Your task: Using the data below, return all lines in which "white" appears.

BEGIN

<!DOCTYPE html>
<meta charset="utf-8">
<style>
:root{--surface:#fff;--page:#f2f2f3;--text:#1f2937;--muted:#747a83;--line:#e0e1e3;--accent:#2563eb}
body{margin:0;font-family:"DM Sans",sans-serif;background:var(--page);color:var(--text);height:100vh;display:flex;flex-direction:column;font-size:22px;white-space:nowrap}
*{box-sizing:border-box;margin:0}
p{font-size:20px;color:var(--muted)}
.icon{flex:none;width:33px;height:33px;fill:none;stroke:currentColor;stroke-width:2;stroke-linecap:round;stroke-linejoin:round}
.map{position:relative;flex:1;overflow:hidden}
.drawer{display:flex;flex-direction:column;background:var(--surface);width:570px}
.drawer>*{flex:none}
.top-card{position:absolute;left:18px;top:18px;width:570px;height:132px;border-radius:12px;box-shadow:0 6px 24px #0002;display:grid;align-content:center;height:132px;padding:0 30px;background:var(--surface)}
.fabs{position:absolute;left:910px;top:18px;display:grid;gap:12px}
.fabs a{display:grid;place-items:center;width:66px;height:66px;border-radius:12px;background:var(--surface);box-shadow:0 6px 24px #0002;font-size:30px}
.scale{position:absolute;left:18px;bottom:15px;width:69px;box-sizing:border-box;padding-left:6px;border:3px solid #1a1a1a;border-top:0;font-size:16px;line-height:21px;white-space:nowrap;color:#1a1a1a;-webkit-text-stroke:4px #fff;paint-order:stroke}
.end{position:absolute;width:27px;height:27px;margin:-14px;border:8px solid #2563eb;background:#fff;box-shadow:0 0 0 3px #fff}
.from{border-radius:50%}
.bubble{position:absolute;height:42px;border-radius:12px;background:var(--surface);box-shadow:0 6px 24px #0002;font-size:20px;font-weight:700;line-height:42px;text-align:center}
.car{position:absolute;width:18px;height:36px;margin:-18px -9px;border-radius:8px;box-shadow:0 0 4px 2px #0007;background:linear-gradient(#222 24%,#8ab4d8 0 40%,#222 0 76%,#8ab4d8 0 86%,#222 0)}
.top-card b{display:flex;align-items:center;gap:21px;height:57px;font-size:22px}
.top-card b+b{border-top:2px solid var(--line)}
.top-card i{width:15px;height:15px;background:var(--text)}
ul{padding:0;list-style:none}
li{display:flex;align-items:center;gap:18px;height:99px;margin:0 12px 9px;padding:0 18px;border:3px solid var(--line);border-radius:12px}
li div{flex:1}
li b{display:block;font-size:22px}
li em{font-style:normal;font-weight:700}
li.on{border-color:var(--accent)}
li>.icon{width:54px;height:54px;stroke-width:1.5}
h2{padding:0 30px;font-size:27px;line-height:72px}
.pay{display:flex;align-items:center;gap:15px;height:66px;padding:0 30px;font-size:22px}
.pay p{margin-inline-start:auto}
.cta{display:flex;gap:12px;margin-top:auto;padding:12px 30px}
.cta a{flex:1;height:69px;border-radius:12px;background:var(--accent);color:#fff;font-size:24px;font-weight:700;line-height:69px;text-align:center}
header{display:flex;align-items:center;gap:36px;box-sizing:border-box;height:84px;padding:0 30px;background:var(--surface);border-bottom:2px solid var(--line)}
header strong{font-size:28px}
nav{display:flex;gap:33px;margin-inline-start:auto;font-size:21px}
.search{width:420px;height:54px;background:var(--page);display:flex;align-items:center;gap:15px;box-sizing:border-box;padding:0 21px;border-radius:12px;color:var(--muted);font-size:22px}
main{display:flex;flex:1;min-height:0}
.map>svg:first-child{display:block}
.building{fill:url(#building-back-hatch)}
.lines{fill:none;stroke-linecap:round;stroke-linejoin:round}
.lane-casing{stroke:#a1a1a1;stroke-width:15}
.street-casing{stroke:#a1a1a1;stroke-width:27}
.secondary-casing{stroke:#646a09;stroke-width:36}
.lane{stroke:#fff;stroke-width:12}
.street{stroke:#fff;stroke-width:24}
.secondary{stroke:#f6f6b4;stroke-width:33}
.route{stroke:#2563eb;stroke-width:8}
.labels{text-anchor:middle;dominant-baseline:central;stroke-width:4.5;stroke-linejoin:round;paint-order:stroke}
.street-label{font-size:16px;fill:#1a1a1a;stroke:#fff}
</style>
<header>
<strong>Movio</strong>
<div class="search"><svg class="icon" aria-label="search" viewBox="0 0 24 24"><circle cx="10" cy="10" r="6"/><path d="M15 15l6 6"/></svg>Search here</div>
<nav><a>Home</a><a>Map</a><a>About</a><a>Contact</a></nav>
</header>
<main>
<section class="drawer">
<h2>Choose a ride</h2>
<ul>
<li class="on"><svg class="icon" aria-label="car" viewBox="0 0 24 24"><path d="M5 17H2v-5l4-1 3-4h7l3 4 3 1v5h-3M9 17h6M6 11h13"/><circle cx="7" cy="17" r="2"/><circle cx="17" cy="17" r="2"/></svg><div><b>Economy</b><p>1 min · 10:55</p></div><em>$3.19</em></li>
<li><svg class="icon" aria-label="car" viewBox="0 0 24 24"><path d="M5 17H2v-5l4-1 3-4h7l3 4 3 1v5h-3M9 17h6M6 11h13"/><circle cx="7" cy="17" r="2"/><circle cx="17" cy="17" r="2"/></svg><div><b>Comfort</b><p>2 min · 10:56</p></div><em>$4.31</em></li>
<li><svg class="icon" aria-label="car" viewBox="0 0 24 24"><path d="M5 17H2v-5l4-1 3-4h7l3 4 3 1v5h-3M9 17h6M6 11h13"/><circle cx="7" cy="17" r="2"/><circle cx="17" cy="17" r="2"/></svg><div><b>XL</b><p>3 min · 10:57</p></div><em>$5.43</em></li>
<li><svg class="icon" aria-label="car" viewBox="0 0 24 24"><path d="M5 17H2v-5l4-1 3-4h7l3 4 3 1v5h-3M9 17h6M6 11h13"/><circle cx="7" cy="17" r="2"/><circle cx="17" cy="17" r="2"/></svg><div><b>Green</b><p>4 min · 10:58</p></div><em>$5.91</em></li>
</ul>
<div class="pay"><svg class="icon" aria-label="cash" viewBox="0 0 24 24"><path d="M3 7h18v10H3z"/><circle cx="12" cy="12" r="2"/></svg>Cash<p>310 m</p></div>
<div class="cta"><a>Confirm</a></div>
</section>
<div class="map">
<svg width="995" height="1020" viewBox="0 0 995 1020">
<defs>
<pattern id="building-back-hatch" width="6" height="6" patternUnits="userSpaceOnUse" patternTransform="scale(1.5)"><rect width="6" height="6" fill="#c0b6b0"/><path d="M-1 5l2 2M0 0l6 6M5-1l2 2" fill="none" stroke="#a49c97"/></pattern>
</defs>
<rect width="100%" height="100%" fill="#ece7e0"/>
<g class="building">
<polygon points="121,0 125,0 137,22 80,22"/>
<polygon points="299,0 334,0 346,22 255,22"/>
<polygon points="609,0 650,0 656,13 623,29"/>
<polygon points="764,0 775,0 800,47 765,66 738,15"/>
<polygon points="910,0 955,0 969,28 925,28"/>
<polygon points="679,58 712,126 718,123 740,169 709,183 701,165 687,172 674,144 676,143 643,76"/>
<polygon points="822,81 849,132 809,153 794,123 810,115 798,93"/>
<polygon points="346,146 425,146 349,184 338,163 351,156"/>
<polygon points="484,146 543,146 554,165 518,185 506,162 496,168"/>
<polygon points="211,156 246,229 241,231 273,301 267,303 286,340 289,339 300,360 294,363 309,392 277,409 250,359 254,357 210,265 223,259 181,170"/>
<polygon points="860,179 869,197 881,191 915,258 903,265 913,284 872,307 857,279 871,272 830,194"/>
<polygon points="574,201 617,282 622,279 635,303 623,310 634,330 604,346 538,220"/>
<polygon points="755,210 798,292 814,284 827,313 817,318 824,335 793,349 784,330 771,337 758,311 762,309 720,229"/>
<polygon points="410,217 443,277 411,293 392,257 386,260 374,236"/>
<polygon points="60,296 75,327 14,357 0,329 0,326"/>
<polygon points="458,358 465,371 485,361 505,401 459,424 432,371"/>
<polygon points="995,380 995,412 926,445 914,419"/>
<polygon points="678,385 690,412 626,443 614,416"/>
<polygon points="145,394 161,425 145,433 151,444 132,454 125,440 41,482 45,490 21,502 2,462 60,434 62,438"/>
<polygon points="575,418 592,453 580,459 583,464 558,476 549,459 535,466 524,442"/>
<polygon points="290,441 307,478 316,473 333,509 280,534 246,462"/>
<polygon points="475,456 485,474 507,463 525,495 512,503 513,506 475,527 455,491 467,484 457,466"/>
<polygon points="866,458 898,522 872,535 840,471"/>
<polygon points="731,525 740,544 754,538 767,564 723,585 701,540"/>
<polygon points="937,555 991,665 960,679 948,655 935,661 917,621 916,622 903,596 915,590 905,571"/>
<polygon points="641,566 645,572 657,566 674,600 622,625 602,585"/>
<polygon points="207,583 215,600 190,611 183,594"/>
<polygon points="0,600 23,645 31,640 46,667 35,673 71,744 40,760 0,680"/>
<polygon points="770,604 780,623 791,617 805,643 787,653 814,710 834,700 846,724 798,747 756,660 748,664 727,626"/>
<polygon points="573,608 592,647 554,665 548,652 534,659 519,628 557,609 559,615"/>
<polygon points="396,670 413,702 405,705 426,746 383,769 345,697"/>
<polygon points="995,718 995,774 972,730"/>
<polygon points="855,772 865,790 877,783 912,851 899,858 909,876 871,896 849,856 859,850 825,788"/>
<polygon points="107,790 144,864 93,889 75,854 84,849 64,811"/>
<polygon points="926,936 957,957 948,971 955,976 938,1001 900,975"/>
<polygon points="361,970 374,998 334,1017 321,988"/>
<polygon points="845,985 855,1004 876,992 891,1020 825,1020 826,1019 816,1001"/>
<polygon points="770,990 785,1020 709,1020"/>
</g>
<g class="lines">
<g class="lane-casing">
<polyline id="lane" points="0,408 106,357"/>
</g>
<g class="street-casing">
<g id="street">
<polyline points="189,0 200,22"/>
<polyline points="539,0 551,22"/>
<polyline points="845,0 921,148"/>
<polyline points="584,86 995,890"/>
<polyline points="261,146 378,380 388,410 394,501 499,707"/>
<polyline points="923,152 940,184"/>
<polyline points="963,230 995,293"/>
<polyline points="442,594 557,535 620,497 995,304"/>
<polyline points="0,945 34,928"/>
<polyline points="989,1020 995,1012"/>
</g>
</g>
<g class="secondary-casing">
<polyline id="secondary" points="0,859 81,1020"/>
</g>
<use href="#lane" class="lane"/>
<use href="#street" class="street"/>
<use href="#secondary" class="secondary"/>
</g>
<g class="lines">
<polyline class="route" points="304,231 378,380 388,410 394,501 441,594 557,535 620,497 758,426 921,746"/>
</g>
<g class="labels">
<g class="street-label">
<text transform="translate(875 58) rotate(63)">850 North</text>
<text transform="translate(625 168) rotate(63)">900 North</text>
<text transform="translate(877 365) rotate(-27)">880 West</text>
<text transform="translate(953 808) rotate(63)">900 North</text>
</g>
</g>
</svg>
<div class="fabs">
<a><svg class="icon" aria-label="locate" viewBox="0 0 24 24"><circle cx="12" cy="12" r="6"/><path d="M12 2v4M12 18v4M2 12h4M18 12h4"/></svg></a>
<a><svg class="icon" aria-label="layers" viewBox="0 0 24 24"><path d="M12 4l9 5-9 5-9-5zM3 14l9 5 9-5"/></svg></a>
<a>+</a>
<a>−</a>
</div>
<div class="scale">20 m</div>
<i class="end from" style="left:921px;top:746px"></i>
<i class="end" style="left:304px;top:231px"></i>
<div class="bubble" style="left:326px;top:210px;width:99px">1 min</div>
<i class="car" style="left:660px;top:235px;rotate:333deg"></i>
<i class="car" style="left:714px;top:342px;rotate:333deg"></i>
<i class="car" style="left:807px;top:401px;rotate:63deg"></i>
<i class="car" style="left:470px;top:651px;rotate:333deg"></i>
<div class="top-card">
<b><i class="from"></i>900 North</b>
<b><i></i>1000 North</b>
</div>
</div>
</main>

END

Written response:
body{margin:0;font-family:"DM Sans",sans-serif;background:var(--page);color:var(--text);height:100vh;display:flex;flex-direction:column;font-size:22px;white-space:nowrap}
.scale{position:absolute;left:18px;bottom:15px;width:69px;box-sizing:border-box;padding-left:6px;border:3px solid #1a1a1a;border-top:0;font-size:16px;line-height:21px;white-space:nowrap;color:#1a1a1a;-webkit-text-stroke:4px #fff;paint-order:stroke}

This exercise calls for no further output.